REQUIREMENT: From the data below, repeat exactly the lines from the line with "ctx.strokeStyle = color;" to the line with "ctx.textAlign = isNaN(turn)", both included.

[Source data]

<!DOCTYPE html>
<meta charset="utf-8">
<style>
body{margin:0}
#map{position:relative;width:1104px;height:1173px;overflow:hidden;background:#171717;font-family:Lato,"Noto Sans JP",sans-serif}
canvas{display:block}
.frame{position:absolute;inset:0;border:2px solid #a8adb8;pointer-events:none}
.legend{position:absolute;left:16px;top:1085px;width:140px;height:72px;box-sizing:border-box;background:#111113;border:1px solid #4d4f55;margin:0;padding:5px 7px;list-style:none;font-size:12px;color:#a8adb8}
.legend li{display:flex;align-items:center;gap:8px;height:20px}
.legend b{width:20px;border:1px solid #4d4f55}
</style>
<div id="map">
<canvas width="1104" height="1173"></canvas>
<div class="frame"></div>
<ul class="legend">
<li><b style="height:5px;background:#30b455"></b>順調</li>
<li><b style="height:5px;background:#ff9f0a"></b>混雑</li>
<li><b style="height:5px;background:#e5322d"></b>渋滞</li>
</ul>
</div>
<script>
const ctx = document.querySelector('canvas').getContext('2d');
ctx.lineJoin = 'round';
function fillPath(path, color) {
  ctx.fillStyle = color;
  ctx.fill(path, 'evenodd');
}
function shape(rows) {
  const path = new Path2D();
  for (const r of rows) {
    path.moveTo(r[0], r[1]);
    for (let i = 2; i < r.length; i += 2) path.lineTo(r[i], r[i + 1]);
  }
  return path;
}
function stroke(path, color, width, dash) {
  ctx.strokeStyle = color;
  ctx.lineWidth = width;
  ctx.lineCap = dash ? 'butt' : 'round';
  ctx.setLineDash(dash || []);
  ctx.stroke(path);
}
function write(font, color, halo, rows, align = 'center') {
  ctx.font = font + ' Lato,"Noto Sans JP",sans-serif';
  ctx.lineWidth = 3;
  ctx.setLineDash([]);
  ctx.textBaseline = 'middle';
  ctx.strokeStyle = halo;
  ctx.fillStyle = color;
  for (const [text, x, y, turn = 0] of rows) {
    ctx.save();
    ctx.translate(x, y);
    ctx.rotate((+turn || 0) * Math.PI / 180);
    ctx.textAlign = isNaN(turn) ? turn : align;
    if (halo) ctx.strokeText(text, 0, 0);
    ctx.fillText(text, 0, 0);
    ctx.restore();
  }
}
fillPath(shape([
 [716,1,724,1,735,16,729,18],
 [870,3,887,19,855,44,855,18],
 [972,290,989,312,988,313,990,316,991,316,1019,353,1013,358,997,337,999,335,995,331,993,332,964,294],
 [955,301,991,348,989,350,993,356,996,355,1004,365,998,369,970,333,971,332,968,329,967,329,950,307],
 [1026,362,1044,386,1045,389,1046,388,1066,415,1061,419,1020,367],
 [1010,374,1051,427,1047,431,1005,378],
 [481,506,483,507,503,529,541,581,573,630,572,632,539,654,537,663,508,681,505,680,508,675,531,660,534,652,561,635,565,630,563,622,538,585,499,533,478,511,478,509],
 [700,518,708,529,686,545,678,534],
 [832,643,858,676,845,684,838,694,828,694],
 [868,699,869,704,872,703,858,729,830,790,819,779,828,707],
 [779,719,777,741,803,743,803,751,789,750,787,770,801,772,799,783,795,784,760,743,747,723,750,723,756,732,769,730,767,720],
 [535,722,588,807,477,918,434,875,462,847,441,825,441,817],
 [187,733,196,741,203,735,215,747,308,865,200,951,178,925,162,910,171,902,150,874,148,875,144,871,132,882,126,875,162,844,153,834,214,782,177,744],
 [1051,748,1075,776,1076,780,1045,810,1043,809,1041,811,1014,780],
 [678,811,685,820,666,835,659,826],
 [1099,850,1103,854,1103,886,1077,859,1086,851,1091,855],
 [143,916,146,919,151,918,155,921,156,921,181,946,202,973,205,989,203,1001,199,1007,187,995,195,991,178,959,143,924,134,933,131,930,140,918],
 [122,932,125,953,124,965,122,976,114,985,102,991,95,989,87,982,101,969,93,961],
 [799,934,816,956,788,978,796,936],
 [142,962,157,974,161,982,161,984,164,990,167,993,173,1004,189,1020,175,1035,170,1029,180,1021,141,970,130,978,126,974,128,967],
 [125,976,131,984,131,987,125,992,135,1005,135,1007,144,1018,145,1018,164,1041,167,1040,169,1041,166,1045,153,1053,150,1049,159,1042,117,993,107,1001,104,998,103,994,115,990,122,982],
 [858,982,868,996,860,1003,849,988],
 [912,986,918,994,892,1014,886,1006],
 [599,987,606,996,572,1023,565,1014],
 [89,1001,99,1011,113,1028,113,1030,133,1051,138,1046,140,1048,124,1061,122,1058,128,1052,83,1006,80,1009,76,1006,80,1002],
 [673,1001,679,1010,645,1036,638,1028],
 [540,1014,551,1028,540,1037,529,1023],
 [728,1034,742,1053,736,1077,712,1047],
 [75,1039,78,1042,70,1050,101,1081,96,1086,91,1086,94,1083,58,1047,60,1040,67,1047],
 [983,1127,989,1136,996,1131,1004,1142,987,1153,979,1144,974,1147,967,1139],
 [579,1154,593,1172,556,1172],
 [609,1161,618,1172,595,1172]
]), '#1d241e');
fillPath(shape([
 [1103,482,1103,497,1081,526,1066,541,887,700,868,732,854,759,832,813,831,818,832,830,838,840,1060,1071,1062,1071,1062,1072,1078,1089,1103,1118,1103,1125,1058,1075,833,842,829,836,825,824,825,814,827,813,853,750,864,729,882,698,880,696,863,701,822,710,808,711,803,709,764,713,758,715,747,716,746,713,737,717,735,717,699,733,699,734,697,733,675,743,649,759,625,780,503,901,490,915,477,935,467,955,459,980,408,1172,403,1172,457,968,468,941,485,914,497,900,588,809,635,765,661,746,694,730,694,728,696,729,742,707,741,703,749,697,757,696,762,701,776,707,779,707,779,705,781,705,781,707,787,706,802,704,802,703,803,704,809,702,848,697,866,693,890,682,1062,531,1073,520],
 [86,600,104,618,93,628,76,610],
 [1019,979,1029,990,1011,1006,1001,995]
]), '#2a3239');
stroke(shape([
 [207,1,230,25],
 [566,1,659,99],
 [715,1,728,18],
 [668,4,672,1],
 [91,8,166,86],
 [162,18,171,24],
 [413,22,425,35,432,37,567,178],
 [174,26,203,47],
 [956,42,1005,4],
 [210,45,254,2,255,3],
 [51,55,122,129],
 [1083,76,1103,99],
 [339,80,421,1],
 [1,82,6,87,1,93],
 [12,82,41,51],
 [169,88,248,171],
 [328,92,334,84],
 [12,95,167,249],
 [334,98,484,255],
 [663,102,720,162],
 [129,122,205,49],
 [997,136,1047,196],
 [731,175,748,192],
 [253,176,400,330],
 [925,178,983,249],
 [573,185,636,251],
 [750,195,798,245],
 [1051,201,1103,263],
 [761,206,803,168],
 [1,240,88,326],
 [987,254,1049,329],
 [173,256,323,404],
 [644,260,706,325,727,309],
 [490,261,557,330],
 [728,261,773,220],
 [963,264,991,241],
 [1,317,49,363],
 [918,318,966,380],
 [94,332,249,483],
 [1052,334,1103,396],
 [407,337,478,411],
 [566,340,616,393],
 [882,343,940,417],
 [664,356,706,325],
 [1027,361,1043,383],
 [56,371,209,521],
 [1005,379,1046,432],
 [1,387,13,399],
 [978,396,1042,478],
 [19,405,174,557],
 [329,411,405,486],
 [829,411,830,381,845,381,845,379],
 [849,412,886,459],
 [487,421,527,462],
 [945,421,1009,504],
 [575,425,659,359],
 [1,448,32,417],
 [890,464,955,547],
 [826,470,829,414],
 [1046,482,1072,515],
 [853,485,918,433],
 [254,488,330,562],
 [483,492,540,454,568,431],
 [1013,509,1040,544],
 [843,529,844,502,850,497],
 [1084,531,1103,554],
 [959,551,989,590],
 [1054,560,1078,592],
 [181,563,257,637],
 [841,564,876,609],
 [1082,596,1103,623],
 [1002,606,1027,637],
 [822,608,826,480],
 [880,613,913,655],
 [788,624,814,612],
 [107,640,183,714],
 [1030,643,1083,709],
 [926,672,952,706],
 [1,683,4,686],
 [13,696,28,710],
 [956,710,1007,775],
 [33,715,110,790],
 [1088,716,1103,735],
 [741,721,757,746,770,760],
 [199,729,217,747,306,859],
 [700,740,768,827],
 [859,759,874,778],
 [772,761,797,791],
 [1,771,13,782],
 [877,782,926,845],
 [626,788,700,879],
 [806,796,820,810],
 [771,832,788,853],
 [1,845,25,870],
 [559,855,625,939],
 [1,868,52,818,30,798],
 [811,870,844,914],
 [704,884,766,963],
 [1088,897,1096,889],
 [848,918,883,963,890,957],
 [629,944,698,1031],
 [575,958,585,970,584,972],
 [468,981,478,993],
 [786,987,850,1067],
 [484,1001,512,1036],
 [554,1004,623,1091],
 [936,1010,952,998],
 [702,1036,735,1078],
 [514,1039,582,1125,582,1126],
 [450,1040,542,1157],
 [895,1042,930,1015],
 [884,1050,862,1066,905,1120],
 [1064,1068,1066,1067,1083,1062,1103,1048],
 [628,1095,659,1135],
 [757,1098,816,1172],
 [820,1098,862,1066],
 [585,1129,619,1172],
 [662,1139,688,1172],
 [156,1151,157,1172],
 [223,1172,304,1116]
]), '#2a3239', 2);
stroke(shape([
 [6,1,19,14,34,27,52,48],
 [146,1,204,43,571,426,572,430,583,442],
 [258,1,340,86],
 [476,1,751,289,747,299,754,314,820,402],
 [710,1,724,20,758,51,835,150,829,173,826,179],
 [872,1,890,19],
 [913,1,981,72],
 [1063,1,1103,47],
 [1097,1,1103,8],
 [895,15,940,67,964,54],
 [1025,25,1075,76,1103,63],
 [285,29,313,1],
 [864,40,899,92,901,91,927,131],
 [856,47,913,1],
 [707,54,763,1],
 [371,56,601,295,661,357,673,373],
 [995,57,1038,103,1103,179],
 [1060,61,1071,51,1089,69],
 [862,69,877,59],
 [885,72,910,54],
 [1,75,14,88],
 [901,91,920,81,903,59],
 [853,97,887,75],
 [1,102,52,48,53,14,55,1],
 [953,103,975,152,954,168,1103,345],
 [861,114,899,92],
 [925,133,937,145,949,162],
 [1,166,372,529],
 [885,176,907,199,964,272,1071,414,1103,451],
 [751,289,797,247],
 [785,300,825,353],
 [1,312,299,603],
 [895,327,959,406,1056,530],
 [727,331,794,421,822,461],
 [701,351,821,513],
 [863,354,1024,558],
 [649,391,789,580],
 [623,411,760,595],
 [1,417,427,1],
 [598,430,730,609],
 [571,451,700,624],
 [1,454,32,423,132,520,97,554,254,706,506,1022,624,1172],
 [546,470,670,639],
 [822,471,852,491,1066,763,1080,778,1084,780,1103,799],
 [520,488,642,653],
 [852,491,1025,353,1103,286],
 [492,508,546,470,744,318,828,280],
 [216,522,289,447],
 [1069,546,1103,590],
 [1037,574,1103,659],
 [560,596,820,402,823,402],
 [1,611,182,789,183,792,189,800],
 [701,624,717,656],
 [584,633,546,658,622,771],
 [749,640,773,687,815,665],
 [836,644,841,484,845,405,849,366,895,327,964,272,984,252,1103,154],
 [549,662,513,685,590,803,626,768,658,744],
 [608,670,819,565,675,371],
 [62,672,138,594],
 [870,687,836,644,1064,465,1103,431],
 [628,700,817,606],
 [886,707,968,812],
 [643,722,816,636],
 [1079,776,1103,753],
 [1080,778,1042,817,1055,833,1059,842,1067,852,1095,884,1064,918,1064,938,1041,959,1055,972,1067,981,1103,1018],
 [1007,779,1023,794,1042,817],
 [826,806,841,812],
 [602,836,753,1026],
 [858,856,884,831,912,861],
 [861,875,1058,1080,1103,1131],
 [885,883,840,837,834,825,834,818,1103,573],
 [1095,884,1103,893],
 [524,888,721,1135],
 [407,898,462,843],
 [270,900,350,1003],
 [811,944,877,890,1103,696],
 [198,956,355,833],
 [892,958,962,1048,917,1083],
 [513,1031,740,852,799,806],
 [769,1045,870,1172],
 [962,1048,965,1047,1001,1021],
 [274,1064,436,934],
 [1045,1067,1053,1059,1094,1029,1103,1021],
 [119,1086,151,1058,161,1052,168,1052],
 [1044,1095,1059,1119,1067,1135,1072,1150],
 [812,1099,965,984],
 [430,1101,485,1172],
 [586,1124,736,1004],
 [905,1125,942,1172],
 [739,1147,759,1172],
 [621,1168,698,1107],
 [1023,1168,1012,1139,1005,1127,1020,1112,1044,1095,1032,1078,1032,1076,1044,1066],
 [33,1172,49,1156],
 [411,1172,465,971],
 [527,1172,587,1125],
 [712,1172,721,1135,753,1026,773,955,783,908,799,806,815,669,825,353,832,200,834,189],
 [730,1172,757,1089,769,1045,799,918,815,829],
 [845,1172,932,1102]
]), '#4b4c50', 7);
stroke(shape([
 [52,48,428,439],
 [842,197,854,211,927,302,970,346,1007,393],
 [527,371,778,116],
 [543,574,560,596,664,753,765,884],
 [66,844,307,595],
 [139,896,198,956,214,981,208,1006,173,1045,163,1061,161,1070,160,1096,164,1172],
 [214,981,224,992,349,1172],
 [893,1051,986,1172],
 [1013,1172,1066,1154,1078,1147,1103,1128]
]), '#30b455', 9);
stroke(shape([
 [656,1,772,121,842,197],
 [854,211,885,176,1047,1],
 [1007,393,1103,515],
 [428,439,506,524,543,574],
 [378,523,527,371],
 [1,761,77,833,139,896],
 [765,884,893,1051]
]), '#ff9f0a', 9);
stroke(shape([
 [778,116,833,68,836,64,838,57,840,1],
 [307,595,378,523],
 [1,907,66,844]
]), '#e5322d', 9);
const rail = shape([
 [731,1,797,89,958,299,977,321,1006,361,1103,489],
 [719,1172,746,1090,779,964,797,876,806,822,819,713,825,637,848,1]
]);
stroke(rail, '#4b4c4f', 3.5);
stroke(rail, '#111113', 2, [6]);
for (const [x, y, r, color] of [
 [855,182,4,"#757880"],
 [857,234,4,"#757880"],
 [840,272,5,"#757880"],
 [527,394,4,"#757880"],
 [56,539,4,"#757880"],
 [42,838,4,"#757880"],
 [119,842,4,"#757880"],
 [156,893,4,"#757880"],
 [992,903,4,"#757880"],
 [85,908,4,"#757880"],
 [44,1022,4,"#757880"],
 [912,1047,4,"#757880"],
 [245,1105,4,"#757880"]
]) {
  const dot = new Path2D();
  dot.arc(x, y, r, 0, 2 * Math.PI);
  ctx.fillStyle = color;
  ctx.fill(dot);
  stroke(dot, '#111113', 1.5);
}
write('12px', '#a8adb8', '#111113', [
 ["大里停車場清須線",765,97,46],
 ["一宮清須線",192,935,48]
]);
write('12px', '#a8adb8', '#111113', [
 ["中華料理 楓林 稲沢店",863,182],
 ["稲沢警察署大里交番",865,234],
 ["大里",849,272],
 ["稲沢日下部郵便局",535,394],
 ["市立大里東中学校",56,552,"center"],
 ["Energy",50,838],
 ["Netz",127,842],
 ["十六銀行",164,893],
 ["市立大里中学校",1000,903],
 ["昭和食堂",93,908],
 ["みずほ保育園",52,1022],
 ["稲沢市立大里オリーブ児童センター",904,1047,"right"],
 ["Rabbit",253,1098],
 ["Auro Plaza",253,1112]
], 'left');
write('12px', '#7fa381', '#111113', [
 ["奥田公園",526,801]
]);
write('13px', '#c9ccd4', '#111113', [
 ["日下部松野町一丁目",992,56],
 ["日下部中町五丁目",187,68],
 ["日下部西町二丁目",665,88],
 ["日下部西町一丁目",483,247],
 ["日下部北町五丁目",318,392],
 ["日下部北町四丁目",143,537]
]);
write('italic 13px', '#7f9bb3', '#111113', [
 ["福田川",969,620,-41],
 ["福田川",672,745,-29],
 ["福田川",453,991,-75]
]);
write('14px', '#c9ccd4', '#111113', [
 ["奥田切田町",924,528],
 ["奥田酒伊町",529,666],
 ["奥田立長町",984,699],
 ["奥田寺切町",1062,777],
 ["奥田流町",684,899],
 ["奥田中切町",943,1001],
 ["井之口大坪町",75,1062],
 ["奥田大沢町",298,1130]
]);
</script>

TASK RESULT:
  ctx.strokeStyle = color;
  ctx.lineWidth = width;
  ctx.lineCap = dash ? 'butt' : 'round';
  ctx.setLineDash(dash || []);
  ctx.stroke(path);
}
function write(font, color, halo, rows, align = 'center') {
  ctx.font = font + ' Lato,"Noto Sans JP",sans-serif';
  ctx.lineWidth = 3;
  ctx.setLineDash([]);
  ctx.textBaseline = 'middle';
  ctx.strokeStyle = halo;
  ctx.fillStyle = color;
  for (const [text, x, y, turn = 0] of rows) {
    ctx.save();
    ctx.translate(x, y);
    ctx.rotate((+turn || 0) * Math.PI / 180);
    ctx.textAlign = isNaN(turn) ? turn : align;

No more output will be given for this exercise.